[Saved data entries]
════════════════════

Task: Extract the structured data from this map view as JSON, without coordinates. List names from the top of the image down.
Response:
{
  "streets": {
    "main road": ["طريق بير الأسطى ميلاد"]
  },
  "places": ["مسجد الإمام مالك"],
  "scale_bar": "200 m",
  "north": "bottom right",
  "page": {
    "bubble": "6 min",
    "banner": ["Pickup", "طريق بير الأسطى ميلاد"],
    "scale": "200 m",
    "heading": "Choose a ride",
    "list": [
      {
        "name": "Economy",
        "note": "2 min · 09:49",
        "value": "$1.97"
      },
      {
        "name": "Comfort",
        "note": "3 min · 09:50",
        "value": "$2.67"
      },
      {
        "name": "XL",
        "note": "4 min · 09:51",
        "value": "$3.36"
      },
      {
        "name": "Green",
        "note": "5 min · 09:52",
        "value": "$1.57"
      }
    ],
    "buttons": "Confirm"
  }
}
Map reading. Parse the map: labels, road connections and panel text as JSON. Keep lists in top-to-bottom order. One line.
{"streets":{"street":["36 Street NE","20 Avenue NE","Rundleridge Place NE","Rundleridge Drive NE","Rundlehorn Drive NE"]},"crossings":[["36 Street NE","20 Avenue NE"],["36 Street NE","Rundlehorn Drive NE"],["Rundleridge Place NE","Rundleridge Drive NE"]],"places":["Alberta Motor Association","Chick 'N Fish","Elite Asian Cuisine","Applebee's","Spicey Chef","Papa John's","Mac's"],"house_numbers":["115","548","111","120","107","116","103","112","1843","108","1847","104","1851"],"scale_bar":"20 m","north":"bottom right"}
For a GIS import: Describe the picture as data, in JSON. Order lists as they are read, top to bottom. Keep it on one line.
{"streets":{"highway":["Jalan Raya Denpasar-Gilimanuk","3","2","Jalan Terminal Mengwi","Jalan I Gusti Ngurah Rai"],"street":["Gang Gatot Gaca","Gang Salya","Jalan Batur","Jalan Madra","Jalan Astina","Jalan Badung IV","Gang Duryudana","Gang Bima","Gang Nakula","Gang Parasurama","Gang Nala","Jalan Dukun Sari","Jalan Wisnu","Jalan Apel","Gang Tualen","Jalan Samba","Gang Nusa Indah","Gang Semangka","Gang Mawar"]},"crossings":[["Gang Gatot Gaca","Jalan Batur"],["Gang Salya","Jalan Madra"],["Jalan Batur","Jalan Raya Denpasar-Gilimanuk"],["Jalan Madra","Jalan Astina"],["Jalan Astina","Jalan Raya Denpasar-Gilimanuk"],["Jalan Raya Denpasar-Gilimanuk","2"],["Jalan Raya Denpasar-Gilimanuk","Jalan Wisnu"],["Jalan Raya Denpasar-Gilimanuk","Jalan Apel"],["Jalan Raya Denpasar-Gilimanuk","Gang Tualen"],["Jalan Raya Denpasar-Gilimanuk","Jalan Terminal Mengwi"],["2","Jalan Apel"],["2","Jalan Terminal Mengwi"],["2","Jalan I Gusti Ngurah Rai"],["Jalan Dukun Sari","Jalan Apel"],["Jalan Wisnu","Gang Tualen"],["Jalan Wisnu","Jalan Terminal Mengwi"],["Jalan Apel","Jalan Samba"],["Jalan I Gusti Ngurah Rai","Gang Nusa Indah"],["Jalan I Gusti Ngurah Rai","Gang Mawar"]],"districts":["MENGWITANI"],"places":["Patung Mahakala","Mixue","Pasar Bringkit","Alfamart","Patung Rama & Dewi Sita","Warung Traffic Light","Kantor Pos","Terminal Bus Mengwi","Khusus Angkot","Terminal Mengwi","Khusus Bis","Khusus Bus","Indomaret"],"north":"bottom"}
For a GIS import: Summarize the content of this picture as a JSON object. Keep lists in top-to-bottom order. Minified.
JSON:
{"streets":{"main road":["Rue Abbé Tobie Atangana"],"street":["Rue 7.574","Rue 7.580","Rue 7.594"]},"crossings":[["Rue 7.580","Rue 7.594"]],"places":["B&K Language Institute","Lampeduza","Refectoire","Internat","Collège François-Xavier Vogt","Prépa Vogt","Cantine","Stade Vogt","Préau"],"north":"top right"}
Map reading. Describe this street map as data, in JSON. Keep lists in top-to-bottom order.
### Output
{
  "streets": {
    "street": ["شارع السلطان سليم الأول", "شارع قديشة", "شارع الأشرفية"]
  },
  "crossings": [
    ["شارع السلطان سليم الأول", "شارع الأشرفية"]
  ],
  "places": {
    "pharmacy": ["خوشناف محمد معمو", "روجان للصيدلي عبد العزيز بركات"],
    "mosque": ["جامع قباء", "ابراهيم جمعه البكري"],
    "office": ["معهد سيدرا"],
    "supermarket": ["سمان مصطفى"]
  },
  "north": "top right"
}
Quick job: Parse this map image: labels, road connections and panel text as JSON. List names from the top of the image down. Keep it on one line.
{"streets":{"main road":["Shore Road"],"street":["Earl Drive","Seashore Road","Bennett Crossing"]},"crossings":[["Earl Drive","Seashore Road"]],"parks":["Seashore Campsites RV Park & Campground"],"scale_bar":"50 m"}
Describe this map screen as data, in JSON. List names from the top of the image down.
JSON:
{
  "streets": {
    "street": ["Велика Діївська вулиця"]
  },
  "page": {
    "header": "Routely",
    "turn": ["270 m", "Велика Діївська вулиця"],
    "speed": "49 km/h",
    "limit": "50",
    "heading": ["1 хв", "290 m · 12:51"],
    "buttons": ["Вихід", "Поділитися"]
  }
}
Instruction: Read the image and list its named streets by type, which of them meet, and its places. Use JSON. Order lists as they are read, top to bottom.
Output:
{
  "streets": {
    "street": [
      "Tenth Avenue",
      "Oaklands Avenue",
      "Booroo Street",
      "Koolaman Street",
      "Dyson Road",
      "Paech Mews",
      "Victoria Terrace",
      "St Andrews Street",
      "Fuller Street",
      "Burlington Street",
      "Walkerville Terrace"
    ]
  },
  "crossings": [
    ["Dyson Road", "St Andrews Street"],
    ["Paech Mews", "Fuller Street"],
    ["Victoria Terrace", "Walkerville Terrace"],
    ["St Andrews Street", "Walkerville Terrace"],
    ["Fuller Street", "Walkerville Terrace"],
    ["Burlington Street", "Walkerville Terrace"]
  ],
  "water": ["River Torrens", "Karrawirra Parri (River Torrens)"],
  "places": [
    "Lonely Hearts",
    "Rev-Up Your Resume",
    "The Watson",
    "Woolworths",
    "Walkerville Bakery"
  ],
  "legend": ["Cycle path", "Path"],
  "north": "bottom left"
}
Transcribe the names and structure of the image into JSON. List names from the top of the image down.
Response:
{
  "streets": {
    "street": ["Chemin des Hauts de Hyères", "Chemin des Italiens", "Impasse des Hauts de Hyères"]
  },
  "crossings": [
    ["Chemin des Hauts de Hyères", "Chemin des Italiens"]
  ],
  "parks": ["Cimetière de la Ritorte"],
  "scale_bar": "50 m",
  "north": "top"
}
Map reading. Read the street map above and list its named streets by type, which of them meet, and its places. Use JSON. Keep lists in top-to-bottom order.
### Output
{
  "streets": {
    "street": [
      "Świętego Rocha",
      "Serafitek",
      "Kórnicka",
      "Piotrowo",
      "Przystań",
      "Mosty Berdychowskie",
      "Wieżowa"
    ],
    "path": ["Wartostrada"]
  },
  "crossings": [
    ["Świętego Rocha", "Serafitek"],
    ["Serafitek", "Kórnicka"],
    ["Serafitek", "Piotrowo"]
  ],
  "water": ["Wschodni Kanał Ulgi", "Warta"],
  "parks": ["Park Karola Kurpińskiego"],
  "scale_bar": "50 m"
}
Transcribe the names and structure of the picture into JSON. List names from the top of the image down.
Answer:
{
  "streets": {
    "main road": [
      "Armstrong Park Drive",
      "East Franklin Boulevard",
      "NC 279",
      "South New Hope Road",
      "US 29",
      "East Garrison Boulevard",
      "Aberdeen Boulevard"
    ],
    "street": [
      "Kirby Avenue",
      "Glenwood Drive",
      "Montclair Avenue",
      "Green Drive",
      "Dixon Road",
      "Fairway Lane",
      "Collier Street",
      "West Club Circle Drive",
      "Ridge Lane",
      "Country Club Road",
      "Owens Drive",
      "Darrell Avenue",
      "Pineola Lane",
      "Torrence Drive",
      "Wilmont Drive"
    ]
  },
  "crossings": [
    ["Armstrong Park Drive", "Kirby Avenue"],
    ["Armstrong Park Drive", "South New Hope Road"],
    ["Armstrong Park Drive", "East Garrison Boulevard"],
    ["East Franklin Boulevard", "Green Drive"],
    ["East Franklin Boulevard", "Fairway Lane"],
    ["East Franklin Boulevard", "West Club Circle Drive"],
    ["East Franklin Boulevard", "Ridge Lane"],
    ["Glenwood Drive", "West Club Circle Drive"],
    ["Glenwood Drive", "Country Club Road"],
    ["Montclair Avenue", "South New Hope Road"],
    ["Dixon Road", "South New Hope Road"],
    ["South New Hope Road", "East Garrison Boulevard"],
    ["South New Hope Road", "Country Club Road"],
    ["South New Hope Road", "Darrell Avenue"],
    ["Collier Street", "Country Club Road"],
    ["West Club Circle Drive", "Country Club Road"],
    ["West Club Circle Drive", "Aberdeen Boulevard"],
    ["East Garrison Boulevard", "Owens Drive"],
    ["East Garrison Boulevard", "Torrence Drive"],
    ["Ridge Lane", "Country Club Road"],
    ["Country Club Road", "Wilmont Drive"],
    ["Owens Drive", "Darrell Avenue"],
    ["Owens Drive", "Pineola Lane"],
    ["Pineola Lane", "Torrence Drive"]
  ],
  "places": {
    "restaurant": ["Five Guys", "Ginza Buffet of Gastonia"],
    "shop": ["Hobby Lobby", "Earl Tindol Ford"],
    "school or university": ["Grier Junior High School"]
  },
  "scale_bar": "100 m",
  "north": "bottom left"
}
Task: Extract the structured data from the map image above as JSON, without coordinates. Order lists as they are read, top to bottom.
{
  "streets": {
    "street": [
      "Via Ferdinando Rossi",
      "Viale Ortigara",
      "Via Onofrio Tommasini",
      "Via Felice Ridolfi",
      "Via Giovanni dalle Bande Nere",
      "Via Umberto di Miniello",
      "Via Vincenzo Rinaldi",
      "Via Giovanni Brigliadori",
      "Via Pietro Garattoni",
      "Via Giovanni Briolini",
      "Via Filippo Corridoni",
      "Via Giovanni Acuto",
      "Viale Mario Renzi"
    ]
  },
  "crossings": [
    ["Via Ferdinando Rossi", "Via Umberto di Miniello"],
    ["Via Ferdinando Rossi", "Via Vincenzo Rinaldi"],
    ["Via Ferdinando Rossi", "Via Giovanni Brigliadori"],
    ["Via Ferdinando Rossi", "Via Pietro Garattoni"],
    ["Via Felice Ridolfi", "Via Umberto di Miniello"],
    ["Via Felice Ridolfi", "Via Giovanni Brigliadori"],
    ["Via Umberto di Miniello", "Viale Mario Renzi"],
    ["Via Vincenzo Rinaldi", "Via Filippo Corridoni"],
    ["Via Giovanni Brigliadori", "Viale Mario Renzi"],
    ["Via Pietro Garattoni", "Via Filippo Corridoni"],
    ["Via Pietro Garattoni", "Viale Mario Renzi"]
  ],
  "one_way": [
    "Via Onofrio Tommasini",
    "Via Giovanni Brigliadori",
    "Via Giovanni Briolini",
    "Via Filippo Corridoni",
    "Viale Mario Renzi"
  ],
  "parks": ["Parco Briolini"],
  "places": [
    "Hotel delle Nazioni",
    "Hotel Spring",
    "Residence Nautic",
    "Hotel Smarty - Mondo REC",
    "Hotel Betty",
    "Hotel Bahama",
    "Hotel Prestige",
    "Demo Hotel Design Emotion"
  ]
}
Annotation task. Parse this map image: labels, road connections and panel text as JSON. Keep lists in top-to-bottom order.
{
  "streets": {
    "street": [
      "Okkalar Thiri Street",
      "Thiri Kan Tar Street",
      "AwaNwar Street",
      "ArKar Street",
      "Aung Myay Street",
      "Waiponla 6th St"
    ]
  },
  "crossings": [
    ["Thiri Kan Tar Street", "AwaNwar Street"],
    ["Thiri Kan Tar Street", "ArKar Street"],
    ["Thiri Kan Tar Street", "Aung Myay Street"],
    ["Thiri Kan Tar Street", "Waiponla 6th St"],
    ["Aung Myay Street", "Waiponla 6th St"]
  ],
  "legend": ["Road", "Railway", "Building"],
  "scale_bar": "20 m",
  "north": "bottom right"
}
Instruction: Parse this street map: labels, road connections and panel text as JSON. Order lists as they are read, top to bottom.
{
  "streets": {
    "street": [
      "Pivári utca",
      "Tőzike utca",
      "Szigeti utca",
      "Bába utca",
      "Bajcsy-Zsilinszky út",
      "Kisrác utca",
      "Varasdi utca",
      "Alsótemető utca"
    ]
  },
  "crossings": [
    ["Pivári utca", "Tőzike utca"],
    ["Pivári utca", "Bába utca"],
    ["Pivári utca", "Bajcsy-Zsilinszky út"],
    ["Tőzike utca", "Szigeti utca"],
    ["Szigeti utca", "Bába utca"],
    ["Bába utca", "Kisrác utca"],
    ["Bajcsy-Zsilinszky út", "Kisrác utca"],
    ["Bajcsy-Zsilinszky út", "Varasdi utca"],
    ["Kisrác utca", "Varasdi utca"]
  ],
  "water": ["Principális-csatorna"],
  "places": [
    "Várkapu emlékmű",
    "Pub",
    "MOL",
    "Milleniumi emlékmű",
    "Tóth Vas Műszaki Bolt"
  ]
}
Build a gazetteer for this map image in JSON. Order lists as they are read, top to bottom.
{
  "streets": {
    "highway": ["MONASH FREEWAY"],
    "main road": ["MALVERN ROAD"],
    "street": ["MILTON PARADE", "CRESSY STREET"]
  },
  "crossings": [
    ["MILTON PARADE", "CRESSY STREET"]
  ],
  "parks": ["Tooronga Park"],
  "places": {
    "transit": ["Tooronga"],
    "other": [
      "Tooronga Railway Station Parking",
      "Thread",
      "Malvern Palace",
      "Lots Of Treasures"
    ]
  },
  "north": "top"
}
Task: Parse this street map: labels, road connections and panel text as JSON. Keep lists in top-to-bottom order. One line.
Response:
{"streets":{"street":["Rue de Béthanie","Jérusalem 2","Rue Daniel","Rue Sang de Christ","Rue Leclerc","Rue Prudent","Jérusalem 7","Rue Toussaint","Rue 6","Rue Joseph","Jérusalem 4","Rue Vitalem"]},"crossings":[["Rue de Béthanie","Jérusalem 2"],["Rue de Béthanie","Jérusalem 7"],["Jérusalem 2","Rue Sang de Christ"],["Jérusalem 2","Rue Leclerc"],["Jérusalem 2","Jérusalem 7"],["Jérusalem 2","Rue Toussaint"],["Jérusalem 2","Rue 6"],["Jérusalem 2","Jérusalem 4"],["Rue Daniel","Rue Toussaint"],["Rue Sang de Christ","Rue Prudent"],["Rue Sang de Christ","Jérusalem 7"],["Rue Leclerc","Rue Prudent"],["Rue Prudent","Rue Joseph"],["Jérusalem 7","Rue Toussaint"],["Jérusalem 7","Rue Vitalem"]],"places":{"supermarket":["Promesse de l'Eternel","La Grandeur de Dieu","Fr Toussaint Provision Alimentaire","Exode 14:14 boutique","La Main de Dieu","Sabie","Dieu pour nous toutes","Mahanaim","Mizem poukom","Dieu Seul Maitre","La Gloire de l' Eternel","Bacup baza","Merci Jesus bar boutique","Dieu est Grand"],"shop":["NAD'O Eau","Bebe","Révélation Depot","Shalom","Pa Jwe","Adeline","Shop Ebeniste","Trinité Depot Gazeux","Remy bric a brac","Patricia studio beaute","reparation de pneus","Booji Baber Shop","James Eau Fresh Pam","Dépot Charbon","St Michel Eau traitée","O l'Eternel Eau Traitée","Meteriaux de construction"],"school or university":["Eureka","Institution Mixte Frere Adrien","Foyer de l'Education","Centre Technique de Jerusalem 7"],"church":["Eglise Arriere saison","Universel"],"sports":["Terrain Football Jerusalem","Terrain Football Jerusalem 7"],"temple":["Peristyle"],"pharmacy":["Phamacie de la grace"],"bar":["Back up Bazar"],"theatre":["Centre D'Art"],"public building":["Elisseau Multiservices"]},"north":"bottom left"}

════════════════════

PROBLEM TO SOLVE:
Beginning with the line above that contains "Describe this map", copy each line exactly up to and including the line that contains "Instruction: Read the", and go no further.

ANSWER TO THE PROBLEM:
Describe this map screen as data, in JSON. List names from the top of the image down.
JSON:
{
  "streets": {
    "street": ["Велика Діївська вулиця"]
  },
  "page": {
    "header": "Routely",
    "turn": ["270 m", "Велика Діївська вулиця"],
    "speed": "49 km/h",
    "limit": "50",
    "heading": ["1 хв", "290 m · 12:51"],
    "buttons": ["Вихід", "Поділитися"]
  }
}
Instruction: Read the image and list its named streets by type, which of them meet, and its places. Use JSON. Order lists as they are read, top to bottom.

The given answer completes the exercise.